* _Exercise prompt_:
Repeat the records below exactly, from the first line through the line containing "filter:drop-shadow(1px 0 #6f3e4a)", and leave out any pictures.

* _Task inputs_:
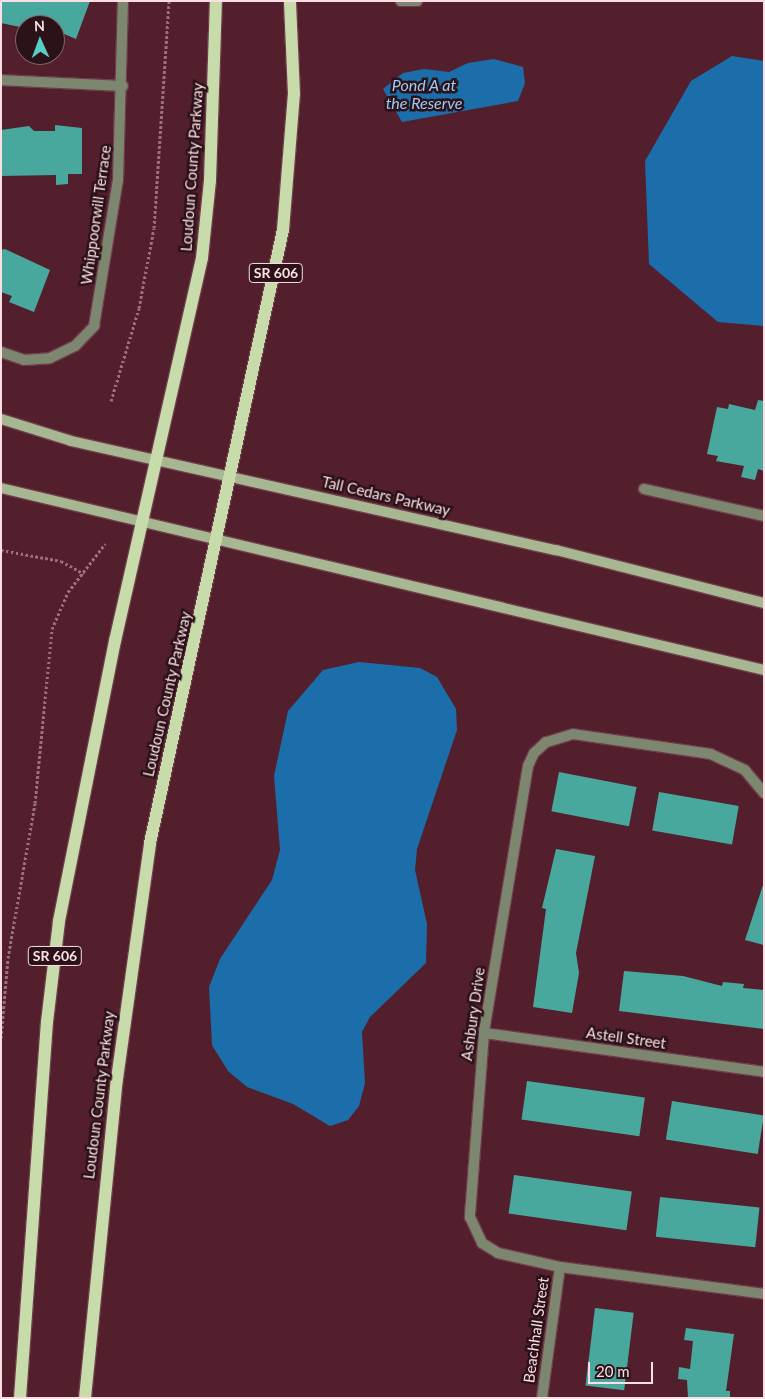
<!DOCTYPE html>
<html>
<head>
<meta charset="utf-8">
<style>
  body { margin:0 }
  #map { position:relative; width:765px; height:1399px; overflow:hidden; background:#541f2d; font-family:Lato,sans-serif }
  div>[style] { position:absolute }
  .water>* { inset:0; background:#1b6eaa }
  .building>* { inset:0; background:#49a89e; transform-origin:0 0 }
  .path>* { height:3px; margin-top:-1.5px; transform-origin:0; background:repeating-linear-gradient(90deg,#9b717b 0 2.5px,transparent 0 5px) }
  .roads { filter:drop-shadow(1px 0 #6f3e4a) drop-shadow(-1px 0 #6f3e4a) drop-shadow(0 1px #6f3e4a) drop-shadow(0 -1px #6f3e4a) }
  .lane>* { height:9px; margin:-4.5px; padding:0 4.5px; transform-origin:4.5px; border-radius:4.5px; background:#7d8770 }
  .street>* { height:10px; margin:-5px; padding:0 5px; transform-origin:5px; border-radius:5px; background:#7d8770 }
  .secondary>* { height:10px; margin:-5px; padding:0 5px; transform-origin:5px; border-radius:5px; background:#a7b791 }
  .primary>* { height:12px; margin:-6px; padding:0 6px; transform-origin:6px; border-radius:6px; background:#c7dbab }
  span { translate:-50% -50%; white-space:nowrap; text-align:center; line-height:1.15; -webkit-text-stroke:5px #2a1218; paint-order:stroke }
  .shield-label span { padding:1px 4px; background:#2a1218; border:1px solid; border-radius:4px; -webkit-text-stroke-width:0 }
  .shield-label { font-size:14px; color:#fcdfe4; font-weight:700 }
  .street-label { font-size:15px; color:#fcdfe4 }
  .water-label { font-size:16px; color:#9ecaf2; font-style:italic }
  .frame { position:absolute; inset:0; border:2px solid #fcdfe4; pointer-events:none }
  .north { position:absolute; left:15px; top:15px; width:50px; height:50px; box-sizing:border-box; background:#2a1218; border:1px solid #7e646a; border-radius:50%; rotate:358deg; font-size:14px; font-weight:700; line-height:20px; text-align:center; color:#fcdfe4 }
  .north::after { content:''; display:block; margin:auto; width:18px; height:22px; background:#57cec1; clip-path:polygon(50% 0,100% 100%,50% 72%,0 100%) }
  .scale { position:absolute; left:588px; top:1362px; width:65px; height:22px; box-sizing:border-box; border:2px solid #fcdfe4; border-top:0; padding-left:6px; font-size:15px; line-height:18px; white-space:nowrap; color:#fcdfe4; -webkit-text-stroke:4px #2a1218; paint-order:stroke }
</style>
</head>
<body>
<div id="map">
  <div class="water">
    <i style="clip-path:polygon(732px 56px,764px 61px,764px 326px,718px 322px,649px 264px,645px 161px,691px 81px)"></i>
    <i style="clip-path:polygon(494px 59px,523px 67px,525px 83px,518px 101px,402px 122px,383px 89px,403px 73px,424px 69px,449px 72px,468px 63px)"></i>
    <i style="clip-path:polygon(359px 662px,420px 668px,437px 677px,456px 709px,457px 730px,417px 849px,415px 870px,427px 924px,426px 963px,370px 1017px,362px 1032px,365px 1083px,359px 1106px,348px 1120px,330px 1126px,293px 1104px,247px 1087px,228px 1071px,212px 1045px,209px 987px,220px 959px,272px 880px,280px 850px,274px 776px,288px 711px,323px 670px)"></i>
  </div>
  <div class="building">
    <i style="clip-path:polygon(1px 1px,90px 1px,76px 39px,55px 30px,55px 25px,25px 28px,1px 23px)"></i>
    <i style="clip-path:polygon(55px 125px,82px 128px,82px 174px,68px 174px,68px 184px,56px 185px,56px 175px,1px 176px,1px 130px,29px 126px,34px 131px,55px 131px)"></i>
    <i style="clip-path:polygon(5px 249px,50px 270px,34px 312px,9px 302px,12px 296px,1px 292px,1px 250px)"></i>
    <i style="clip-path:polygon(758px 400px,764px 401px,764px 471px,758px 469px,755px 480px,741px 477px,744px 466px,716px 461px,718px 456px,707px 454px,717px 407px,728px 409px,729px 404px,755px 410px)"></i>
    <i style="left:559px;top:772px;width:79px;height:40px;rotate:11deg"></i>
    <i style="left:659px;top:792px;width:81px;height:39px;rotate:10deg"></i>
    <i style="clip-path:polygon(556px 849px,595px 856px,576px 953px,579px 973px,572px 1013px,533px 1007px,546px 909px,542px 908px)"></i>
    <i style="clip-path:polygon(763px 885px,764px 885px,764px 945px,745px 940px)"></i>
    <i style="clip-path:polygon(624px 971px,683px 976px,722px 986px,723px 982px,744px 984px,743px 988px,764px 990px,764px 1029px,619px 1011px)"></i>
    <i style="left:527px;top:1081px;width:119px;height:39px;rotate:8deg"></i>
    <i style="left:672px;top:1101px;width:93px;height:39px;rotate:9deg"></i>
    <i style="left:514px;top:1175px;width:119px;height:39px;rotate:8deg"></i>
    <i style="left:660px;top:1197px;width:100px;height:40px;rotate:6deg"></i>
    <i style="left:595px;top:1308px;width:39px;height:78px;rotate:7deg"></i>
    <i style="clip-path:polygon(686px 1328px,734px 1334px,726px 1391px,730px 1391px,730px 1398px,688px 1398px,687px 1380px,678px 1379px,679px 1367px,690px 1369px,693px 1341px,684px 1340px)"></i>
  </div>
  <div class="path">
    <i style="left:111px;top:401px;width:97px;rotate:-73.2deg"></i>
    <i style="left:139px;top:308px;width:81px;rotate:-79.4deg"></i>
    <i style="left:154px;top:228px;width:227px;rotate:-86.2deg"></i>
    <i style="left:1px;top:550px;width:61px;rotate:10.4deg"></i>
    <i style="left:61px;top:561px;width:26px;rotate:29deg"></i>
    <i style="left:1px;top:1038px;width:80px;rotate:-85deg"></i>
    <i style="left:8px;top:958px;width:157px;rotate:-80.1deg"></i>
    <i style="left:35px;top:803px;width:175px;rotate:-84.4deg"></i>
    <i style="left:52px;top:629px;width:40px;rotate:-66.6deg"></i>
    <i style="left:68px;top:592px;width:61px;rotate:-52.4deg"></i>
  </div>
  <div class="roads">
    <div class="lane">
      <i style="left:400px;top:1px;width:17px"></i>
    </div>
    <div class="street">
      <i style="left:1px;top:80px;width:122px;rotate:2.8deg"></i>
      <i style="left:1px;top:352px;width:24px;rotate:19deg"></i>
      <i style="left:24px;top:360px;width:26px;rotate:-4deg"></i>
      <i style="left:50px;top:358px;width:28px;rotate:-26deg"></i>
      <i style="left:75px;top:346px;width:28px;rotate:-46deg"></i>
      <i style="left:94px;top:326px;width:149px;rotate:-80.7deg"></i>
      <i style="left:118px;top:179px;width:178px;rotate:-88.4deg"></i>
      <i style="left:644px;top:489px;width:123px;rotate:12.7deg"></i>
      <i style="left:764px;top:793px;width:30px;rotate:-130deg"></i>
      <i style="left:745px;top:770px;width:38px;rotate:-155deg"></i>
      <i style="left:711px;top:754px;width:139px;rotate:-171.8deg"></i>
      <i style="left:573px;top:734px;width:28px;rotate:163deg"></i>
      <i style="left:546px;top:742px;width:16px;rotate:137deg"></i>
      <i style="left:534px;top:753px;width:14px;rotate:115deg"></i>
      <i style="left:528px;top:766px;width:271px;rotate:99.4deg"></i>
      <i style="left:484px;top:1033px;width:185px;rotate:94.4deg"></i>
      <i style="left:470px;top:1217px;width:29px;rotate:65deg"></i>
      <i style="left:482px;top:1243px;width:19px;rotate:32deg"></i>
      <i style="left:498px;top:1253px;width:64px;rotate:12.7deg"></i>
      <i style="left:560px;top:1267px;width:206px;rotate:7.5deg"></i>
      <i style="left:484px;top:1033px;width:283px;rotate:7.9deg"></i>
      <i style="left:542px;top:1398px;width:132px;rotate:-82.2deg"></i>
    </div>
    <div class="secondary">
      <i style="left:1px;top:419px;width:73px;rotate:17.4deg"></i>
      <i style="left:71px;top:441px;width:497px;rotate:12.7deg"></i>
      <i style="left:556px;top:550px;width:215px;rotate:14.3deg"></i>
      <i style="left:1px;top:488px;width:784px;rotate:13.42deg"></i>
    </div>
    <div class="primary">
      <i style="left:20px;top:1398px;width:377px;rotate:-85.9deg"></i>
      <i style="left:47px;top:1022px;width:102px;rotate:-83.2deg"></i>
      <i style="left:59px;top:921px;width:286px;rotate:-78.7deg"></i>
      <i style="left:115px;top:641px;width:393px;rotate:-77.2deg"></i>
      <i style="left:202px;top:258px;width:78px;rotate:-84.1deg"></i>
      <i style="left:210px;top:180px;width:179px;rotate:-88.1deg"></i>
      <i style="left:85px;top:1398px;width:321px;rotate:-84.3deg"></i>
      <i style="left:117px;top:1079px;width:238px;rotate:-82deg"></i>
      <i style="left:150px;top:843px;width:627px;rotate:-77.76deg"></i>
      <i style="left:283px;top:230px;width:136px;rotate:-85.4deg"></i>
      <i style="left:294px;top:94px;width:93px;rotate:-92.5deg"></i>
    </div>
  </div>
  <div class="shield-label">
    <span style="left:276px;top:273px">SR 606</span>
    <span style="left:55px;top:956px">SR 606</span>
  </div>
  <div class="street-label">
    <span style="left:192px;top:167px;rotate:-86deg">Loudoun County Parkway</span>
    <span style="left:96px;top:215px;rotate:-82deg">Whippoorwill Terrace</span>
    <span style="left:386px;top:496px;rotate:13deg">Tall Cedars Parkway</span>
    <span style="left:167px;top:694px;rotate:-77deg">Loudoun County Parkway</span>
    <span style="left:473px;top:1014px;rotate:-82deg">Ashbury Drive</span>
    <span style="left:626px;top:1038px;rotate:8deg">Astell Street</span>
    <span style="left:99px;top:1095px;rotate:-83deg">Loudoun County Parkway</span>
    <span style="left:536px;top:1330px;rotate:-82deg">Beachhall Street</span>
  </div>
  <div class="water-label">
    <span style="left:424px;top:94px">Pond A at<br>the Reserve</span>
  </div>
  <div class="frame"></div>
  <div class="north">N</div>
  <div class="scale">20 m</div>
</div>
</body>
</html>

* _Exercise output_:
<!DOCTYPE html>
<html>
<head>
<meta charset="utf-8">
<style>
  body { margin:0 }
  #map { position:relative; width:765px; height:1399px; overflow:hidden; background:#541f2d; font-family:Lato,sans-serif }
  div>[style] { position:absolute }
  .water>* { inset:0; background:#1b6eaa }
  .building>* { inset:0; background:#49a89e; transform-origin:0 0 }
  .path>* { height:3px; margin-top:-1.5px; transform-origin:0; background:repeating-linear-gradient(90deg,#9b717b 0 2.5px,transparent 0 5px) }
  .roads { filter:drop-shadow(1px 0 #6f3e4a) drop-shadow(-1px 0 #6f3e4a) drop-shadow(0 1px #6f3e4a) drop-shadow(0 -1px #6f3e4a) }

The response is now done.